To further examine the effect of Rosetta relax, in Fig. 2[link] we compare the model accuracy before and after applying Rosetta relax. The relaxation improved the models in most of the cases. 110 of 117 models (94.0%) improved and one model stayed the same in terms of r.m.s.d., while 100 models (85.5%) improved in terms of GDT-HA using the structure-relaxation step. For both r.m.s.d. and GDT-HA, the Wilcoxon test result indicates that the improvements are statistically significant (p-values of 1.7 × 10−19 and 2.2 × 10−14, respectively). Thus, Rosetta relax is not helpful when used on its own, but is effective in combination with AF2 runs, i.e. the full DAQ-refine protocol.

[Figure 2]
Figure 2
Model quality before and after refinement. R.m.s.d. and GDT-HA for nine models of all 13 targets before and after applying Rosetta relax structure refinement are shown. (a) R.m.s.d.; (b), GDT-HA. For r.m.s.d., four models were omitted from the plot that have r.m.s.d. values of over 10 Å. They were two models from PDB entry 6cv9 chain A, which have before and after r.m.s.d. values of 26.0 and 26.2 Å and of 35.7 and 35.5 Å, respectively, and two models from PDB entry 7jsn chain A, which have before and after r.m.s.d. values of 26.0 and 25.6 Å and of 25.4 and 25.1 Å, respectively.

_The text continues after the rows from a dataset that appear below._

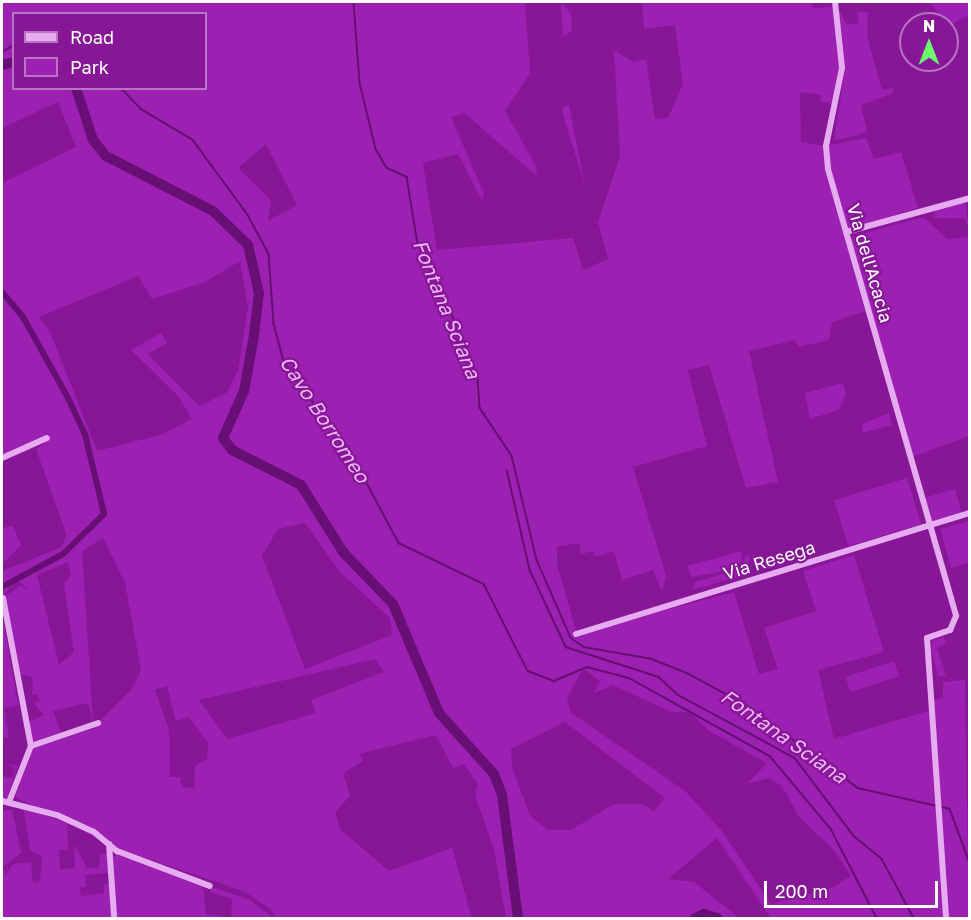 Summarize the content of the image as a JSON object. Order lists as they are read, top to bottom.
{
  "streets": {
    "street": ["Via dell'Acacia", "Via Resega"]
  },
  "crossings": [
    ["Via dell'Acacia", "Via Resega"]
  ],
  "water": ["Fontana Sciana", "Cavo Borromeo"],
  "legend": ["Road", "Park"],
  "scale_bar": "200 m",
  "north": "top"
} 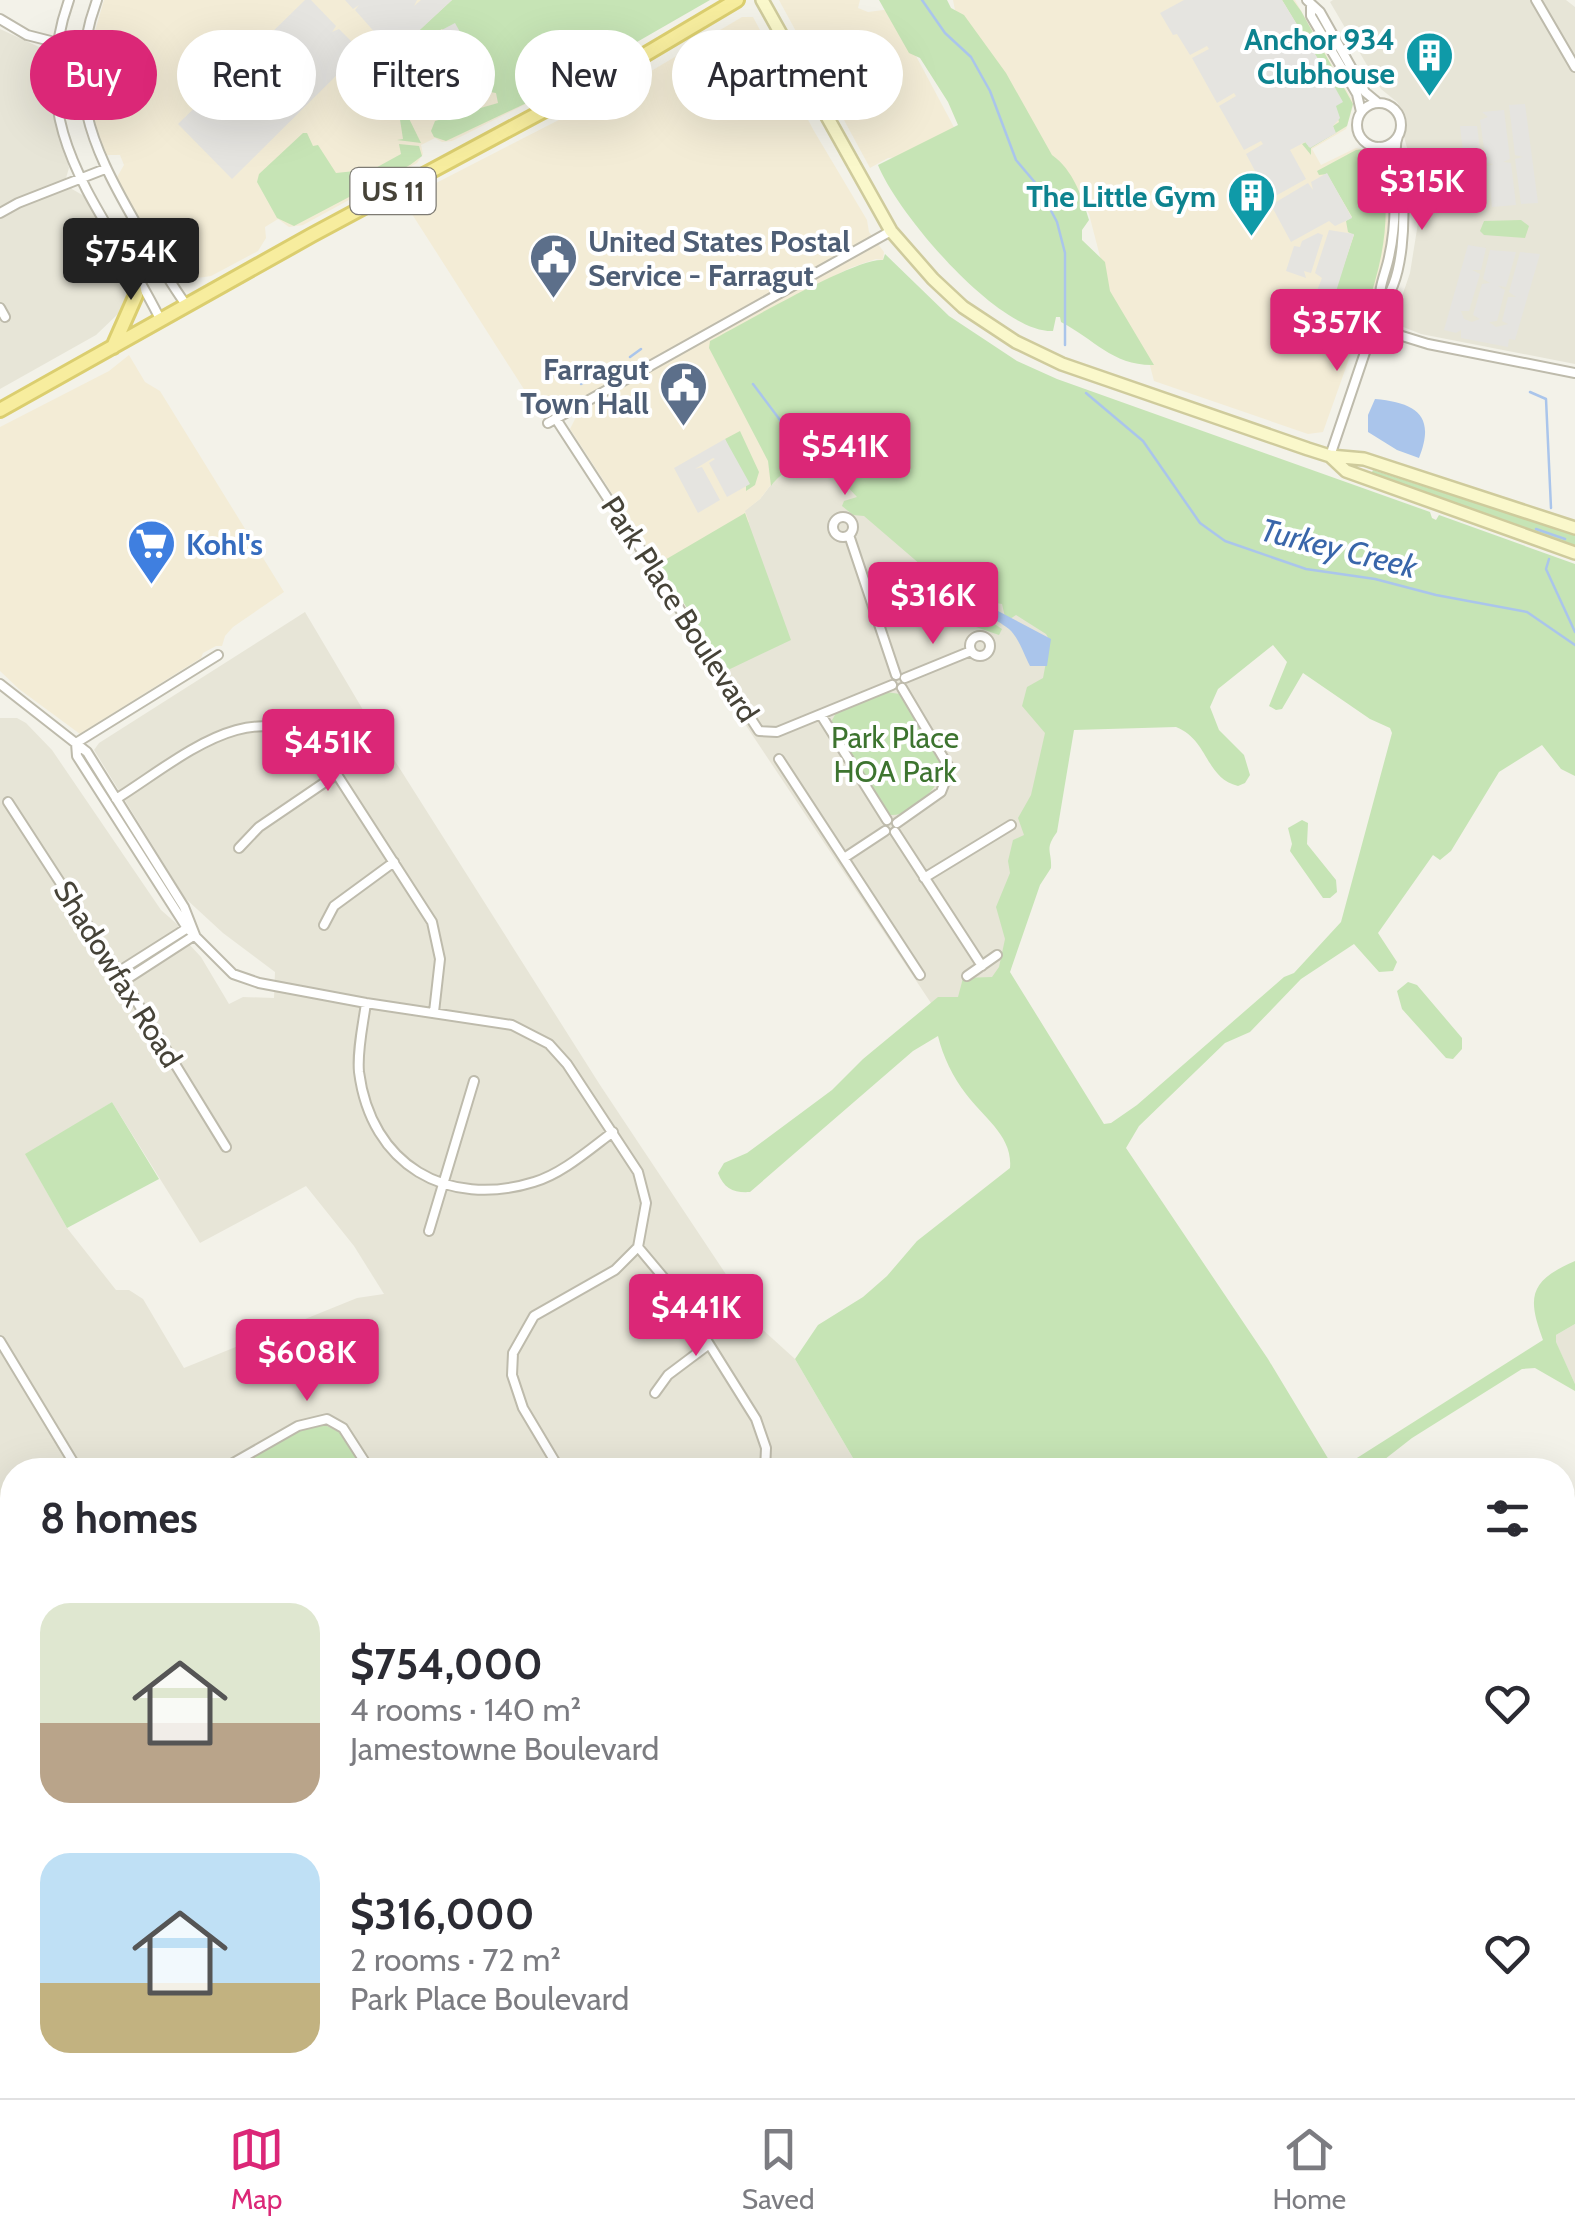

3.2. Model selection with the DAQ score

The next question that we address is how to select the refined structures from the 18 models that we have built. In Fig. 3[link] we show GDT-HA for each of the 18 generated models, including unrelaxed and relaxed models, for each target relative to the DAQ(AA) score. For reference, the initial model and the relaxed initial model from Rosetta relax are also included in the plots. The same plots instead showing r.m.s.d. are provided as Supplementary Fig. S2. The plots show that DAQ(AA) has a clear correlation with the model quality GDT-HA. For each target, the Pearson correlation coefficient and a regression line between GDT-HA and DAQ(AA) were computed from 20 models (18 generated models, the initial model and the relaxed initial model). The Pearson correlation coefficients ranged from 0.10 (PDB entry 6l54 chain C) to 0.97 (PDB entries 7jsn chain B, 7ksm chain C and 7ksm chain D), with an average of 0.85. Except for PDB entry 6l54 chain C, all targets have a correlation coefficient of over 0.85. Therefore, we can use DAQ(AA) as a metric to select one of the most accurate models from those generated.

[Figure 3]
Figure 3
Comparison of the DAQ(AA) score and GDT-HA for 13 targets. The DAQ(AA) scores of 18 structure models refined with our protocol are plotted against GDT-HA. Small green circles represent models refined without the Rosetta relax protocol. Large green circles represent the refined models after the Rosetta relax protocol. Initial models and initial models relaxed using Rosetta relax are shown as red squares and blue triangles, respectively. Black lines represent the regression lines of the plots.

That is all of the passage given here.